The construction industry is credit-heavy. Almost all contractors furnish labor or materials on credit rather than requiring payment prior to delivery, despite the fact that these assets have substantial value.

This payment scheme extends throughout the payment chain; most companies extend credit and need a line of credit of their own. In many cases, the payment of a company’s own bills must be put on hold until it receives payment from the parties above it in the contracting chain. The further down the chain a project participant is, the more opportunities there are for hiccups or abuses in the payment process.

Money can slip through the cracks on construction projects in plenty of places. Also, payment can get delayed for many reasons. Because of the nature of the payment chain and the relationship among the parties, any minor inconvenience, delay or dispute about any component of the work can impact payment for everyone on the project, regardless of whether each party was directly involved.

Further, this payment environment can force companies to make difficult choices regarding which invoices to pay on time. If a company must wait for payment from parties higher on the payment chain, it may not have enough cash to float the invoices received from parties below.

Growth Can Be Dangerous
The new business opportunities presented by a growing economy are a welcome change from the recent stagnation in the construction industry. More business is generally good. However, it’s not all rosy news for construction firms. Subcontractor failure is three times more likely in a recovering economy than it is during an economic downturn, and this can put pressure on construction financial managers to be a bit more restrictive in extending credit to “risky” customers.

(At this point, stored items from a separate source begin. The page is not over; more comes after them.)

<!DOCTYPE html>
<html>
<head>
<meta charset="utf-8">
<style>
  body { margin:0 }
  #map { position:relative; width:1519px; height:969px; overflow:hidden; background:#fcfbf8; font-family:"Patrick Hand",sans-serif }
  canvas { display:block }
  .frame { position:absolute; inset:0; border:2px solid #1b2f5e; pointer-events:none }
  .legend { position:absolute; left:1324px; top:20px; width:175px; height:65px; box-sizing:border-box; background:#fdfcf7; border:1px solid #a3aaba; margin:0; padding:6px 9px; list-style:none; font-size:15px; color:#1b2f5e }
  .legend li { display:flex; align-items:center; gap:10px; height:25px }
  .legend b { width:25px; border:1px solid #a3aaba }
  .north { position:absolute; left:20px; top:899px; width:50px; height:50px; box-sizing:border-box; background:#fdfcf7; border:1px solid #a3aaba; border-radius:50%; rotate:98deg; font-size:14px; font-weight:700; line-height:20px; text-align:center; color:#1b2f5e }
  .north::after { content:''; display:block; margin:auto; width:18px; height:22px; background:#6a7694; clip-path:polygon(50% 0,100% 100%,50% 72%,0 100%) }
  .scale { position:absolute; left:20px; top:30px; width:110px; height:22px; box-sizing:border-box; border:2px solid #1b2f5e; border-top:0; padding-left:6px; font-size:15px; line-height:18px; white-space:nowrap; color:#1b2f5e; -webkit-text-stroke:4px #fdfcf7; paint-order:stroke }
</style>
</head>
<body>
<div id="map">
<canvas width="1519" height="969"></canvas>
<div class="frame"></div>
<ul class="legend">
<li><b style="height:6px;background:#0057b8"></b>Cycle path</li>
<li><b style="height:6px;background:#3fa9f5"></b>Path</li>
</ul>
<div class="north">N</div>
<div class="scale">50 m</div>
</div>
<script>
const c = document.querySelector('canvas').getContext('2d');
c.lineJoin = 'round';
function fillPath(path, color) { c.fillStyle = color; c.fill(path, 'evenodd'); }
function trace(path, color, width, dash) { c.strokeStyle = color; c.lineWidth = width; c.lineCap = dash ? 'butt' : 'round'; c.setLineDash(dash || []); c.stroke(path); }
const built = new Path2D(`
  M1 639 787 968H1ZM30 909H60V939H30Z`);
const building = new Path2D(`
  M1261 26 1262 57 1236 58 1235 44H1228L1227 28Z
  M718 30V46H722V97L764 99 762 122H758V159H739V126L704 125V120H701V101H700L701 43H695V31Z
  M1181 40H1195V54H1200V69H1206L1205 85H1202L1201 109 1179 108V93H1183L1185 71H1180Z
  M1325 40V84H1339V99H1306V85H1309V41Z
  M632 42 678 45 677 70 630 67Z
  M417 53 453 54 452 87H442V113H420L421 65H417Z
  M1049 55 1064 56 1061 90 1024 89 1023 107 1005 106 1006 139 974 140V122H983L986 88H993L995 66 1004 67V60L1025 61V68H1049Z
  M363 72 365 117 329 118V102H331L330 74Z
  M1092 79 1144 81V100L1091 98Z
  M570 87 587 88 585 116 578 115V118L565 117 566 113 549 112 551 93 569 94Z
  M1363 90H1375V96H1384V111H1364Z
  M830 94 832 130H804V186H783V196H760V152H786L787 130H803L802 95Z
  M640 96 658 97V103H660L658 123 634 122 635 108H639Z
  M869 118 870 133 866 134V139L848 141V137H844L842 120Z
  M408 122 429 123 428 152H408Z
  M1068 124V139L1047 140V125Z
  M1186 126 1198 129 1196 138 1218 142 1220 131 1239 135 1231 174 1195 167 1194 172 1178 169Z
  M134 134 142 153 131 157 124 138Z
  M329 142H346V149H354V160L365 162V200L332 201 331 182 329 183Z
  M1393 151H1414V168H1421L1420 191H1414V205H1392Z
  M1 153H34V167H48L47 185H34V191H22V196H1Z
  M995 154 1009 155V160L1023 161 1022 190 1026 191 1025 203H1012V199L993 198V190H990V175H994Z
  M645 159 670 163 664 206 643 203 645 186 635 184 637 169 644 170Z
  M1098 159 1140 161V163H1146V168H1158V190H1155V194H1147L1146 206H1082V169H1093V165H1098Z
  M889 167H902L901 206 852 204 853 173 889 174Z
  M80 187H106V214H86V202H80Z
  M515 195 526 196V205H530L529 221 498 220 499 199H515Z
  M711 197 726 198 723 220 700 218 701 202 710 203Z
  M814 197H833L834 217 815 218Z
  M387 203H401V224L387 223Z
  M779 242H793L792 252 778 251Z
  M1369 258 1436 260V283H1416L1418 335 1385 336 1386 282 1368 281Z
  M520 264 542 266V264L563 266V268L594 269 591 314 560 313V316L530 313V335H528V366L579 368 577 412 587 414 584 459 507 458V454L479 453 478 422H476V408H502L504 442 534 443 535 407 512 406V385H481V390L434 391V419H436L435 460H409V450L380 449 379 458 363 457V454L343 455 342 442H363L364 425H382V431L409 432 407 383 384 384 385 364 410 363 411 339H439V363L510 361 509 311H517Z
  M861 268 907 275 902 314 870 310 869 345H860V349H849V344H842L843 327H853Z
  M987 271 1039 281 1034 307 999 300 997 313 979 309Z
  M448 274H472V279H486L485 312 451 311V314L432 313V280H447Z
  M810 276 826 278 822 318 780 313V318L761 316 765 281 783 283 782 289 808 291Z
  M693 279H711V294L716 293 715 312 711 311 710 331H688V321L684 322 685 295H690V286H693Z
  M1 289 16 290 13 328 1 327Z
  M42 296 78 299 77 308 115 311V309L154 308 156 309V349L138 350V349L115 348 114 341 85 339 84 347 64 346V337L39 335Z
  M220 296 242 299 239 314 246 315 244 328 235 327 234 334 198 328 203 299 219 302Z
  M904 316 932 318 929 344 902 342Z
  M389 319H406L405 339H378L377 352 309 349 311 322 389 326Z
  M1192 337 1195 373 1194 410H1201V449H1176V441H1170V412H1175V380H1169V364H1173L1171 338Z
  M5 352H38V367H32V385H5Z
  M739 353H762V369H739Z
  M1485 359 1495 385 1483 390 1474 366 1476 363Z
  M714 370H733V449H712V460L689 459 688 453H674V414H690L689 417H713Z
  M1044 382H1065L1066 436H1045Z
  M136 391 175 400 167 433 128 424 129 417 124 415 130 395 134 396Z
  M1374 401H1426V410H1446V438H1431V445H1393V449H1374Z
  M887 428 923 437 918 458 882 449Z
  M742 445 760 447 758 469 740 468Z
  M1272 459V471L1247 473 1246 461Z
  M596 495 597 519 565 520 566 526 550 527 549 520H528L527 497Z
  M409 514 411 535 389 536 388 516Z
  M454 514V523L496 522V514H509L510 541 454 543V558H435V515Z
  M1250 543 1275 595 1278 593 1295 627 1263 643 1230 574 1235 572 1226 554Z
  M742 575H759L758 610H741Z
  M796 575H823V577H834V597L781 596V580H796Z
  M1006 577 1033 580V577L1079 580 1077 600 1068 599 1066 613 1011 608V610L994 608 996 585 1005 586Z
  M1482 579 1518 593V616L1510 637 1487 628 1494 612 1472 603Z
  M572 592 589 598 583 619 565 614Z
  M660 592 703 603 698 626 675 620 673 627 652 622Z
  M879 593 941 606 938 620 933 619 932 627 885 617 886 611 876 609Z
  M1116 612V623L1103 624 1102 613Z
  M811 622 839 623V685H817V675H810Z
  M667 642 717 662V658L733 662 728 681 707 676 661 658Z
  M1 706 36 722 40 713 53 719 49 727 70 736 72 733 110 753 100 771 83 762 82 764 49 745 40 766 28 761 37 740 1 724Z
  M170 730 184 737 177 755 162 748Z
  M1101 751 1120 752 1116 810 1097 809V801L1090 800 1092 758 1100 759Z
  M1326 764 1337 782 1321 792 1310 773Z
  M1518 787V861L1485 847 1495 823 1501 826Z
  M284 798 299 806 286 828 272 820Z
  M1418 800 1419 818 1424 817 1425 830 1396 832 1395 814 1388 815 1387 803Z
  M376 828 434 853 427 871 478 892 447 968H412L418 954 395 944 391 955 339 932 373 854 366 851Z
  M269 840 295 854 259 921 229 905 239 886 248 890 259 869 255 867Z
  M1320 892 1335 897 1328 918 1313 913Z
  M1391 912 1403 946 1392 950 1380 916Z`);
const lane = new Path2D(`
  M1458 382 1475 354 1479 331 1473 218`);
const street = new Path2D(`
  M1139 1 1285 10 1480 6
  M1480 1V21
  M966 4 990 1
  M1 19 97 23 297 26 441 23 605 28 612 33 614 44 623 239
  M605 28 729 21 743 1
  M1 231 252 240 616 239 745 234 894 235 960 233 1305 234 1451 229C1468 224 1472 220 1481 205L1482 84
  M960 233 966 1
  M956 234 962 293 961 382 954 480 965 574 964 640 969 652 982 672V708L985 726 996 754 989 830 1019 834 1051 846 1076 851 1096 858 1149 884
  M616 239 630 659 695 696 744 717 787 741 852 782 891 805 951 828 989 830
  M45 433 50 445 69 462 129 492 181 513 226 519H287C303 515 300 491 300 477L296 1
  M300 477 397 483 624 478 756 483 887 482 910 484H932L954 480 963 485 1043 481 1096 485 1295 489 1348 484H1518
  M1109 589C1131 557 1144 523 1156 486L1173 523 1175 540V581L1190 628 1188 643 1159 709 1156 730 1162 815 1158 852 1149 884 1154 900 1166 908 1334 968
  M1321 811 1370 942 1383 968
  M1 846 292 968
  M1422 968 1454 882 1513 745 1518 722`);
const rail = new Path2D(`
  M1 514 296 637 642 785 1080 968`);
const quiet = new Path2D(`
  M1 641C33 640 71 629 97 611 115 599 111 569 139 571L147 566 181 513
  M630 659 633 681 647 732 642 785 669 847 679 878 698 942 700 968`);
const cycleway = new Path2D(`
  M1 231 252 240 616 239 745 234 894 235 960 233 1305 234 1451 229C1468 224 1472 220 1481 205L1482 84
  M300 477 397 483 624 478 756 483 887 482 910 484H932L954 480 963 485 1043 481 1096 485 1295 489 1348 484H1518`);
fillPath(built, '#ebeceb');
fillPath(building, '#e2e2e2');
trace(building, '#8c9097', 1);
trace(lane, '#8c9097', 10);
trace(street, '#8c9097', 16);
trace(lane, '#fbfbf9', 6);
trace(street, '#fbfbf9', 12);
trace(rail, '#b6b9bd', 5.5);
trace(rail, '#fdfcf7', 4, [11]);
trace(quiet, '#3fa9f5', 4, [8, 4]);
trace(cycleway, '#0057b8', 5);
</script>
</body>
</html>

The easiest explanation for the increased number of construction business failures in an expanding construction economy is a cash crunch. The construction industry is cash-hungry, and subcontractors are generally expected or required to float substantial project costs. For companies that are not already swimming in cash, this payment system can be deadly if several projects are going on at one time. This presents a challenge not only for the construction company, but also for the firms that are attempting to manage extensions of credit to that company.

The stresses of the expanding economy result in riskier extensions of credit and the possibility of more write-offs. A prudent construction financial manager will take this into consideration by requiring credit checks and mandating the use of security to offset these risks.

Protections for Credit Extensions Can Be Confusing
Construction companies are in a good position to protect themselves from the possibility of non-payment. In many cases, security is built directly into the law in the form of mechanics liens or bonding requirements. The mechanics lien instrument allows contractors to secure extensions of labor or materials on credit with an interest in the improved property itself. Bond claims can provide a similar security.

However, on some projects, the available security is unclear or may not exist at all. Public-private partnerships (P3s) are rapidly gaining popularity—even to the extent that President Obama recently took steps to expand the market for P3 transportation projects. This trend makes it likely that more construction companies will be encountering P3 projects in the near future.

While there is no change in the underlying construction tasks performed on a P3 compared to any other construction project, the contractual obligations and rules and requirements regarding potential protection may be very different. For practical purposes, P3s are either private or public in nature. If the underlying project is determined to be private in nature, mechanics liens provide the available security. If the underlying project is determined to be functionally public, the security available is a bond claim.

Determining the underlying nature of the project is not the end of the road. If a mechanics lien is the appropriate remedy to secure an extension on credit, a separate question is raised: Is there a sufficient private property interest to which a mechanics lien may attach? In some instances, this project type can leave participants with no ability to secure their extensions of credit.

Financial risk-shifting clauses, changing project types, financial turbulence and high failure rates can conspire to make it difficult to manage credit in the construction industry. Wise financial managers can mitigate much of this risk by making sound and prudent credit decisions (by following a set credit policy structure) and by securing credit extensions to the fullest degree possible.